Harnessing non-Hermitian Scattering Dynamics for Enhanced Sensing

Non-Hermitian physics is rapidly evolving from a theoretical endeavor to an experimental framework where tunable dissipation, amplification, and non-reciprocal coupling can be used to explore symmetry breaking and develop enhanced sensing platforms. Exceptional points (EPs), spectral degeneracies of non-Hermitian Hamiltonians, have been studied extensively for their potential to enhance sensor performance by leveraging a square-root eigenvalue response to perturbations, but their direct role in sensing is limited by unavoidable noise amplification in thier vicinity. Here, we instead investigate degeneracies of the non-Hermitian transmission scattering matrix, mwhich are directly observable in experients. We explore transmission peak degeneracies (TPDs), which retain the square-root sensitivity associated with EPs while avoiding their intrinsic noise penalty.
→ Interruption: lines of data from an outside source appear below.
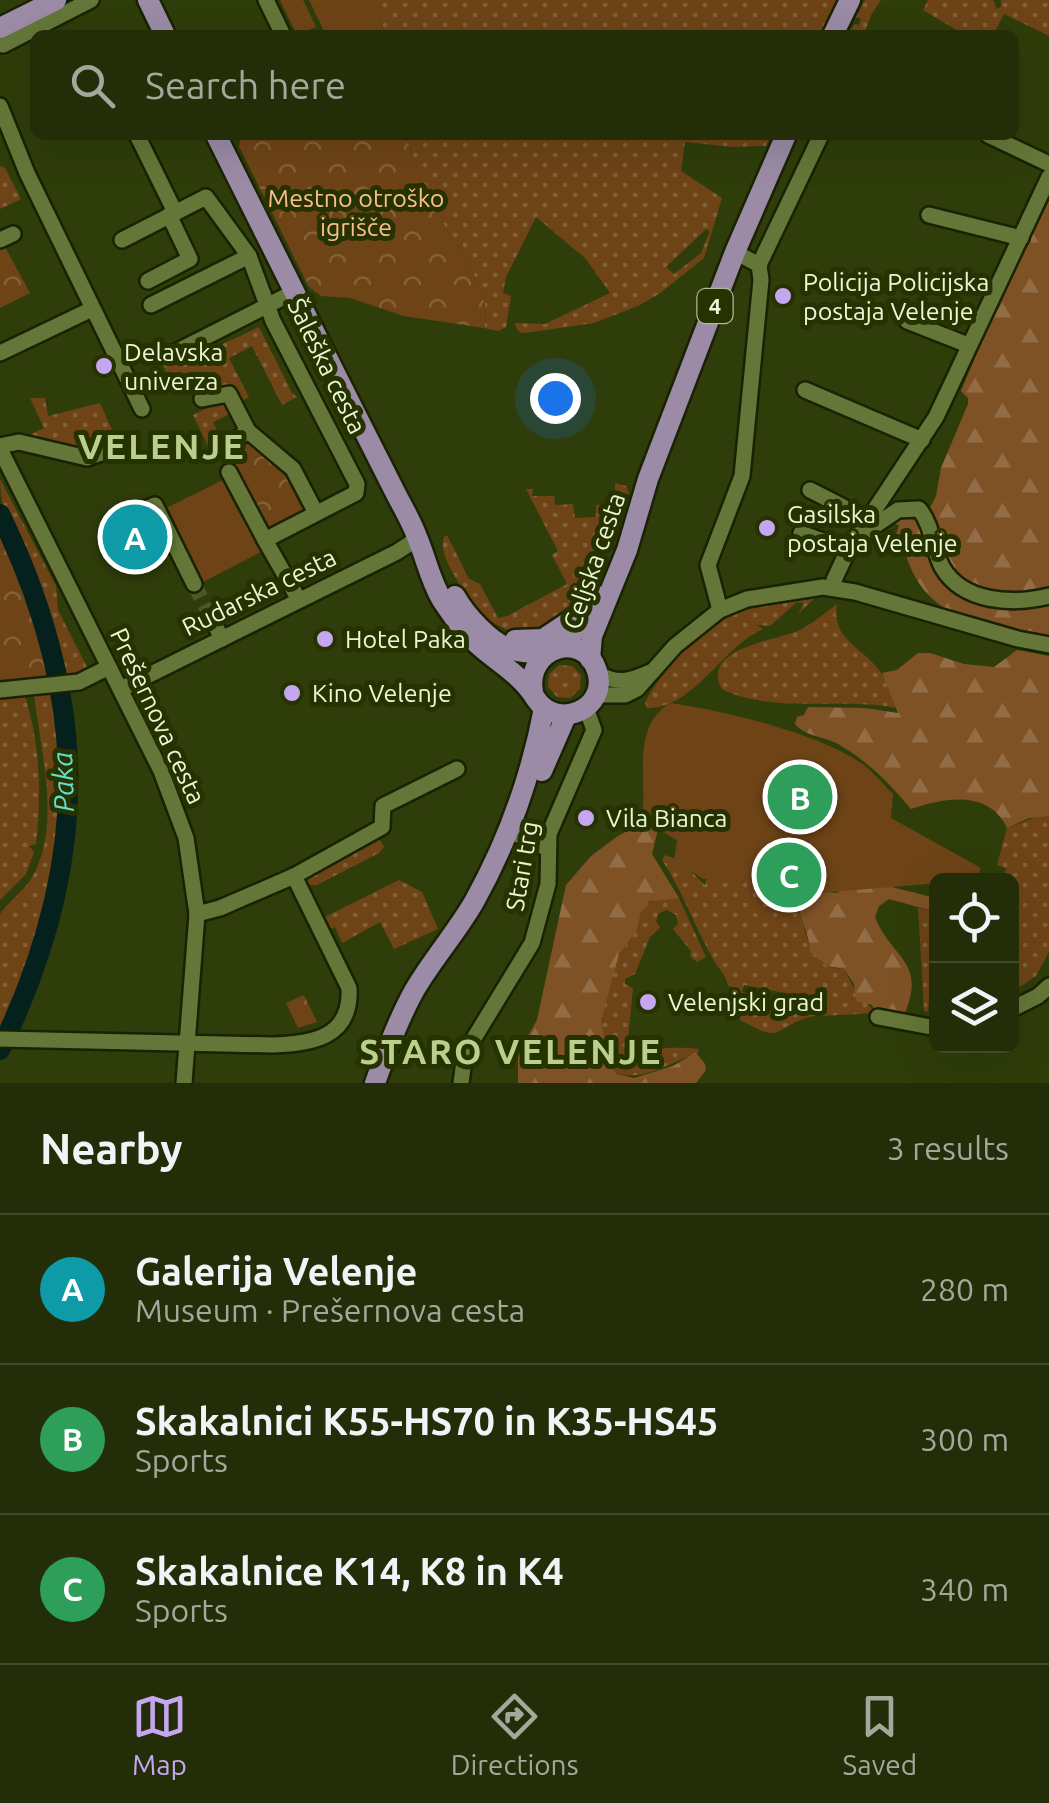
<!DOCTYPE html>
<html lang="en">
<head>
<meta charset="utf-8">
<style>
	:root { --surface:#232e08; --page:#2f3a16; --text:#f1f3f6; --muted:#a3a89c; --line:#404a29; --accent:#c5a6f0 }
	body { margin:0; font-family:Ubuntu,sans-serif; background:var(--page); color:var(--text) }
	.controls { position:absolute; right:30px; bottom:30px; display:grid; overflow:hidden; border-radius:15px; box-shadow:0 10px 40px #0002 }
	.controls button { width:90px; height:90px; display:grid; place-items:center; padding:0; border:0; border-bottom:2px solid var(--line); background:var(--surface); color:var(--text); font:50px sans-serif }
	.you { position:absolute; left:555px; top:398px; width:35px; height:35px; margin:-25px; border:8px solid #fff; border-radius:50%; background:#1a73e8; box-shadow:0 0 0 15px #1a73e833 }
	.badge { display:grid; place-items:center; width:65px; height:65px; border-radius:50%; background:var(--accent); color:#fff; font-size:32px; font-weight:700 }
	.pin { position:absolute; translate:-50% -50%; border:5px solid #fff; box-shadow:0 2px 10px #0006 }
	.list { margin:0; padding:0; list-style:none }
	h2 { display:flex; justify-content:space-between; align-items:center; height:130px; margin:0; padding:0 40px; font-size:42px }
	h2 small { font-size:32px; font-weight:400; color:var(--muted) }
	.list li { display:grid; grid-template-columns:65px 1fr auto; gap:30px; align-items:center; box-sizing:border-box; height:150px; padding:0 40px; border-top:2px solid var(--line) }
	.list b { display:block; font-size:38px; white-space:nowrap }
	.list p { margin:0; font-size:32px; white-space:nowrap; color:var(--muted) }
	.list em { font-size:32px; font-style:normal; color:var(--muted) }
	.icon { flex:none; width:55px; height:55px; fill:none; stroke:currentColor; stroke-width:2; stroke-linecap:round; stroke-linejoin:round }
	.map { position:relative; flex:none; width:1049px; height:1083px; overflow:hidden }
	.search { position:absolute; background:var(--surface); box-shadow:0 10px 40px #0002; left:30px; right:30px; top:30px; height:110px; display:flex; align-items:center; gap:25px; box-sizing:border-box; padding:0 35px; border-radius:15px; color:var(--muted); font-size:38px }
	.sheet { height:580px; background:var(--surface) }
	nav { display:flex; justify-content:space-around; align-items:center; box-sizing:border-box; height:140px; border-top:2px solid var(--line); background:var(--surface); font-size:28px; color:var(--muted) }
	nav a { display:grid; justify-items:center; gap:5px }
	nav .on { color:var(--accent) }
	.map>svg:first-child { display:block }
</style>
</head>
<body>
<div class="map">
<svg width="1049" height="1083" viewBox="0 0 1049 1083">
	<defs>
		<pattern id="grass-dots" width="8" height="8" patternUnits="userSpaceOnUse" patternTransform="scale(2.5)"><rect width="8" height="8" fill="#6e4417"/><path d="M2 2h.1M6 6h.1" fill="none" stroke="#836038" stroke-width="1.8" stroke-linecap="round"/></pattern>
		<pattern id="forest-firs" width="22" height="20" patternUnits="userSpaceOnUse" patternTransform="scale(2.5)"><rect width="22" height="20" fill="#7f5226"/><path d="M5 1l3.5 6h-7zM16 11l3.5 6h-7z" fill="#916c45"/></pattern>
		<pattern id="park-crowns" width="20" height="18" patternUnits="userSpaceOnUse" patternTransform="scale(2.5)"><rect width="20" height="18" fill="#6e4417"/><path d="M2 6a3 3 0 1 1 6 0M12 15a3 3 0 1 1 6 0" fill="none" stroke="#836038"/></pattern>
	</defs>
	<rect width="100%" height="100%" fill="#2f3d0a"/>
	<g fill="url(#grass-dots)" fill-rule="evenodd">
		<path d="M371 0H838L821 35H386Z"/>
		<path d="M865 0H881L871 15 864 35H847L855 24 859 25 861 19 856 17Z"/>
		<path d="M928 0H993L997 9 1001 6V0H1049V36L1004 14 993 35H965L923 10Z"/>
		<path d="M406 135H771L766 146 733 147 685 142 681 171 722 198 704 258 659 294 638 306 594 323 525 333 519 332 514 323 545 324 610 293 586 259 536 217 506 277 503 293 511 296 506 327 498 331 484 328C495 289 450 240 434 208 422 185 414 159 406 135ZM706 229 710 231 701 253 674 274 666 267Z"/>
		<path d="M0 166 5 168 21 199 0 209Z"/>
		<path d="M259 327 292 393 297 397 282 405 252 346 229 358 249 397 242 401 234 388 199 392 189 374 172 383 157 354 167 348 171 358 206 344 210 350Z"/>
		<path d="M30 398H45L48 416 100 403 113 432 89 454 9 437 19 434 23 438 44 428Z"/>
		<path d="M223 400 230 414 213 422 221 440 208 446 193 415Z"/>
		<path d="M0 479 56 586 58 610 89 671 66 681C59 650 52 620 39 590 24 551 0 522 0 479Z"/>
		<path d="M615 483 626 486 629 493C602 532 576 646 512 631 492 626 476 610 465 593 456 578 438 553 444 537L447 535 469 579 480 584 498 618 507 616 567 584 552 555 558 551 526 489H533L532 496H554L555 505 573 504 575 518 596 517V505L614 504Z"/>
		<path d="M806 595 817 596 798 614 804 603 797 602 770 626 756 625 763 629C723 646 694 709 647 708L645 703C651 689 662 677 671 665 710 615 747 606 806 595Z"/>
		<path d="M837 604C831 639 861 646 879 670 887 681 892 695 897 708 843 697 771 714 722 689 699 649 777 640 798 631 812 624 825 613 837 604Z"/>
		<path d="M559 665 572 666 581 675 580 689 570 698 557 697 548 687 549 674Z"/>
		<path d="M58 689 62 706 64 780 61 784C66 865 41 950 7 1023H1L0 1030V914C9 901 23 892 31 879 63 827 40 749 34 694Z"/>
		<path d="M0 692 24 693C40 742 42 793 36 844L29 846 34 852 26 874 0 900Z"/>
		<path d="M1039 816H1049V952L1036 976 1012 992V937L1017 910 1014 905 1016 894 1012 891V881L1003 880 1006 868 997 865 1007 828Z"/>
		<path d="M378 837 384 847 379 853 317 885H309L304 877Z"/>
		<path d="M665 855 679 860 705 885 707 878 699 863 800 890C797 910 808 955 827 966 832 968 838 968 844 969L856 992 876 1013 821 1016 818 1004 811 998 744 985 742 992 795 1003 797 1001 813 1005 816 1016C796 1017 780 1035 770 1033 761 1032 749 1024 740 1020L743 1007 726 997 733 992 732 987 728 986C726 974 718 969 713 959 694 925 683 892 662 860Z"/>
		<path d="M399 880 422 892 438 929 394 949 380 922 342 943 335 927 327 931 321 919Z"/>
		<path d="M658 898H679L706 957 697 962 690 956 691 951 673 929 678 923 676 915 667 910 659 913 656 921 660 928 650 937 635 974 625 979V984L633 988 628 1040 624 1051 634 1058C652 1046 679 1047 699 1049L697 1054C673 1060 644 1083 616 1073 605 1067 599 1034 601 1022 603 1010 614 964 619 954 623 947 630 942 633 935 641 920 640 904 658 898Z"/>
		<path d="M918 908 936 912 928 1012 924 1011Z"/>
	</g>
	<g fill="url(#forest-firs)">
		<path d="M1049 195V587C1032 588 1017 593 1001 596 954 603 940 546 928 512L936 496 941 468 968 404V398L961 391 1015 261Z"/>
		<path d="M905 513 920 514 959 591 1049 596V641C989 624 927 624 906 555L891 551 899 525 888 522Z"/>
		<path d="M1017 650 1049 656V816L1029 818 1007 828C989 789 943 798 911 809 889 783 868 761 838 744 824 736 806 737 795 724L797 717 804 715 808 707 865 708 898 713 882 673 897 670 918 653H930L964 664 994 667Z"/>
		<path d="M650 819 659 825 652 854 679 898 650 901 641 913 636 932 619 954 601 1021 609 1066 617 1074 634 1078 673 1066 693 1054H697L705 1064 706 1070 696 1083H518V1045L527 1038 537 1020 566 885 591 856 618 836Z"/>
		<path d="M851 877 936 898V912L889 899 879 906 875 917C891 959 929 961 903 1018L876 1013 872 1005 856 1001 854 984 844 969 827 966 810 952C810 930 794 913 800 890L837 893Z"/>
	</g>
	<g fill="url(#park-crowns)">
		<path d="M247 135H406C414 159 422 185 434 208 450 240 495 289 484 328L404 316 350 298 321 296 309 287 239 146 241 138Z"/>
		<path d="M4 245 30 293 0 308V247Z"/>
		<path d="M251 439 289 472 309 511 268 532 230 456Z"/>
		<path d="M0 521 25 573 55 682 0 688Z"/>
		<path d="M304 995 317 1022 298 1028 286 1003Z"/>
	</g>
	<g fill="#6e4417">
		<path d="M280 0H303L316 27 297 35Z"/>
		<path d="M309 0H371L386 35H323V29Z"/>
		<path d="M225 479 261 552 201 583 164 509Z"/>
		<path d="M670 703C722 710 823 734 865 766 875 774 884 785 893 794L891 818 981 868 976 880 936 881V886L928 884 807 894 749 877 703 879 674 861 677 840 642 820C648 779 630 728 670 703Z"/>
	</g>
	<g fill="none" stroke-linecap="round" stroke-linejoin="round">
		<path stroke="#05211d" stroke-width="20" d="M0 514C91 701 91 862 0 1050"/>
		<path stroke="#4b5928" stroke-width="15" stroke-dasharray="15 8" stroke-linecap="butt" d="M194 584 212 619"/>
		<defs>
			<g id="minor">
				<path d="M266 0 283 35"/>
				<path d="M3 45 91 0"/>
				<path d="M0 106 27 173 142 409"/>
				<path d="M137 135 175 212"/>
				<path d="M988 135 1049 164"/>
				<path d="M929 215 1021 238"/>
				<path d="M0 240 13 234"/>
				<path d="M122 240 206 197 249 256 273 321 357 484 356 493 265 540 299 600"/>
				<path d="M759 265 821 135"/>
				<path d="M148 281 190 259 169 215"/>
				<path d="M151 305 249 256"/>
				<path d="M907 321 968 345"/>
				<path d="M0 353 92 309"/>
				<path d="M174 353 294 292"/>
				<path d="M805 390 922 440"/>
				<path d="M202 399 229 394 248 431"/>
				<path d="M0 446 19 442 87 458 116 448"/>
				<path d="M225 447 248 431 293 469 316 513"/>
				<path d="M0 449 161 771 186 838 197 914 184 1083"/>
				<path d="M229 472 265 540"/>
				<path d="M810 490 869 520"/>
				<path d="M141 511 155 505 194 584"/>
				<path d="M801 533 848 550"/>
				<path d="M864 533 898 510 919 509C933 526 932 547 942 567 963 603 1013 605 1049 596"/>
				<path d="M835 587 834 580 848 550 936 417 1049 177"/>
				<path d="M720 610 708 565 742 476 761 280 759 265 735 252"/>
				<path d="M212 619 222 639"/>
				<path d="M598 673C617 685 630 681 650 672"/>
				<path d="M121 689 397 552 418 538"/>
				<path d="M0 690 79 682 109 667"/>
				<path d="M596 695H625L637 689 675 646 720 610 747 599 823 587 855 592 1018 639 1049 645"/>
				<path d="M518 835 548 849"/>
				<path d="M197 914 220 908 294 876 382 827 383 806 457 769"/>
				<path d="M1012 1009 1038 996 1049 986"/>
				<path d="M878 1017 936 1028"/>
				<path d="M0 1039 272 1045C311 1044 352 1038 349 988L294 876"/>
				<path d="M461 1083 465 1053 532 943 548 884 549 834 594 730 586 708"/>
			</g>
			<g id="major">
				<path d="M148 0 165 35"/>
				<path d="M0 28 56 0"/>
				<path d="M833 35 850 0"/>
				<path d="M216 135C276 255 336 376 397 496 404 509 412 523 417 537 426 558 430 580 442 600 452 615 462 630 475 642 496 662 520 673 536 699 557 731 609 709 597 671 584 629 525 647 533 692"/>
				<path d="M455 596C465 614 491 644 513 650 523 653 534 653 545 654"/>
				<path d="M515 640 543 639 582 613"/>
				<path d="M554 649C578 636 584 618 594 594"/>
				<path d="M590 659 592 636 627 550 648 479 735 252 786 135"/>
				<path d="M542 771 566 716"/>
				<path d="M375 1083C386 1052 398 1020 414 991 432 960 456 933 474 902 508 841 531 777 544 708"/>
			</g>
		</defs>
		<use href="#minor" stroke="#192202" stroke-width="20"/>
		<use href="#major" stroke="#192202" stroke-width="25"/>
		<use href="#minor" stroke="#647738" stroke-width="15"/>
		<use href="#major" stroke="#9b8ba7" stroke-width="20"/>
	</g>
	<g fill="#c5a6f0" stroke="#263200" stroke-width="4">
		<circle cx="783" cy="296" r="10"/>
		<circle cx="104" cy="366" r="10"/>
		<circle cx="767" cy="528" r="10"/>
		<circle cx="325" cy="639" r="10"/>
		<circle cx="292" cy="693" r="10"/>
		<circle cx="586" cy="818" r="10"/>
		<circle cx="648" cy="1002" r="10"/>
	</g>
	<g text-anchor="middle" stroke-width="10" stroke-linejoin="round" paint-order="stroke">
		<rect fill="#263200" stroke="#afbb94" stroke-width="2.5" x="697.5" y="289" width="35" height="34" rx="8"/>
		<g font-size="22" font-weight="bold" fill="#eaf6d4">
			<text x="715" y="314">4</text>
		</g>
		<g font-size="25" fill="#f6be8c" stroke="#263200">
			<text x="356" y="207">Mestno otroško<tspan x="356" dy="29">igrišče</tspan></text>
		</g>
		<g font-size="25" fill="#eaf6d4" stroke="#263200" text-anchor="start">
			<text x="803" y="291">Policija Policijska<tspan x="803" dy="29">postaja Velenje</tspan></text>
			<text x="124" y="361">Delavska<tspan x="124" dy="29">univerza</tspan></text>
			<text x="787" y="523">Gasilska<tspan x="787" dy="29">postaja Velenje</tspan></text>
			<text x="345" y="648">Hotel Paka</text>
			<text x="312" y="702">Kino Velenje</text>
			<text x="606" y="827">Vila Bianca</text>
			<text x="668" y="1011">Velenjski grad</text>
		</g>
		<g font-size="25" fill="#eaf6d4" stroke="#263200">
			<text transform="translate(327 366) rotate(64)" y="9">Šaleška cesta</text>
			<text transform="translate(594 561) rotate(-71)" y="9">Celjska cesta</text>
			<text transform="translate(259 592) rotate(-26)" y="9">Rudarska cesta</text>
			<text transform="translate(158 716) rotate(65)" y="9">Prešernova cesta</text>
			<text transform="translate(522 866) rotate(-80)" y="9">Stari trg</text>
		</g>
		<g font-size="28" font-style="italic" fill="#62e0cf" stroke="#263200">
			<text transform="translate(63 782) rotate(-92)" y="10">Paka</text>
		</g>
		<g font-size="35" font-weight="bold" letter-spacing="2.5" fill="#b9cf8d" stroke="#263200">
			<text x="162" y="459">VELENJE</text>
			<text x="511" y="1064">STARO VELENJE</text>
		</g>
	</g>
</svg>
<div class="controls">
<button><svg class="icon" aria-label="locate" viewBox="0 0 24 24"><circle cx="12" cy="12" r="6"/><path d="M12 2v4M12 18v4M2 12h4M18 12h4"/></svg></button>
<button><svg class="icon" aria-label="layers" viewBox="0 0 24 24"><path d="M12 4l9 5-9 5-9-5zM3 14l9 5 9-5"/></svg></button>
</div>
<div class="you"></div>
<div class="pin badge" style="left:135px;top:537px;background:#0f9aa8">A</div>
<div class="pin badge" style="left:800px;top:797px;background:#2e9e5b">B</div>
<div class="pin badge" style="left:789px;top:875px;background:#2e9e5b">C</div>
<div class="search"><svg class="icon" aria-label="search" viewBox="0 0 24 24"><circle cx="10" cy="10" r="6"/><path d="M15 15l6 6"/></svg>Search here</div>
</div>
<section class="sheet">
<h2>Nearby<small>3 results</small></h2>
<ul class="list">
<li><span class="badge" style="background:#0f9aa8">A</span><div><b>Galerija Velenje</b><p>Museum · Prešernova cesta</p></div><em>280 m</em></li>
<li><span class="badge" style="background:#2e9e5b">B</span><div><b>Skakalnici K55-HS70 in K35-HS45</b><p>Sports</p></div><em>300 m</em></li>
<li><span class="badge" style="background:#2e9e5b">C</span><div><b>Skakalnice K14, K8 in K4</b><p>Sports</p></div><em>340 m</em></li>
</ul>
</section>
<nav>
<a class="on"><svg class="icon" aria-label="map" viewBox="0 0 24 24"><path d="M3 6l6-2 6 2 6-2v14l-6 2-6-2-6 2zM9 4v14M15 6v14"/></svg>Map</a>
<a><svg class="icon" aria-label="directions" viewBox="0 0 24 24"><path d="M12 3l9 9-9 9-9-9zM9 14v-3h6M13 9l2 2-2 2"/></svg>Directions</a>
<a><svg class="icon" aria-label="saved" viewBox="0 0 24 24"><path d="M7 4h10v16l-5-4-5 4z"/></svg>Saved</a>
</nav>
</body>
</html>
Using a fully tunable microwave magnon–photon dimer with independent control over resonant frequencies, dissipation, and coupling phase, we realize and characterize EP–TPD pairs spanning parity-time (PT), anti-PT, and anyonic-PT symmetries, while introducing analytic figures of merit that quantify potential sensing performance under magnetic field and voltage perturbations. Beyond sensing, this versatile platform enables exploration of synthetic photonic–magnon lattices, non-Hermitian topological phases, and generalized symmetry-breaking phenomena in classical and open quantum systems.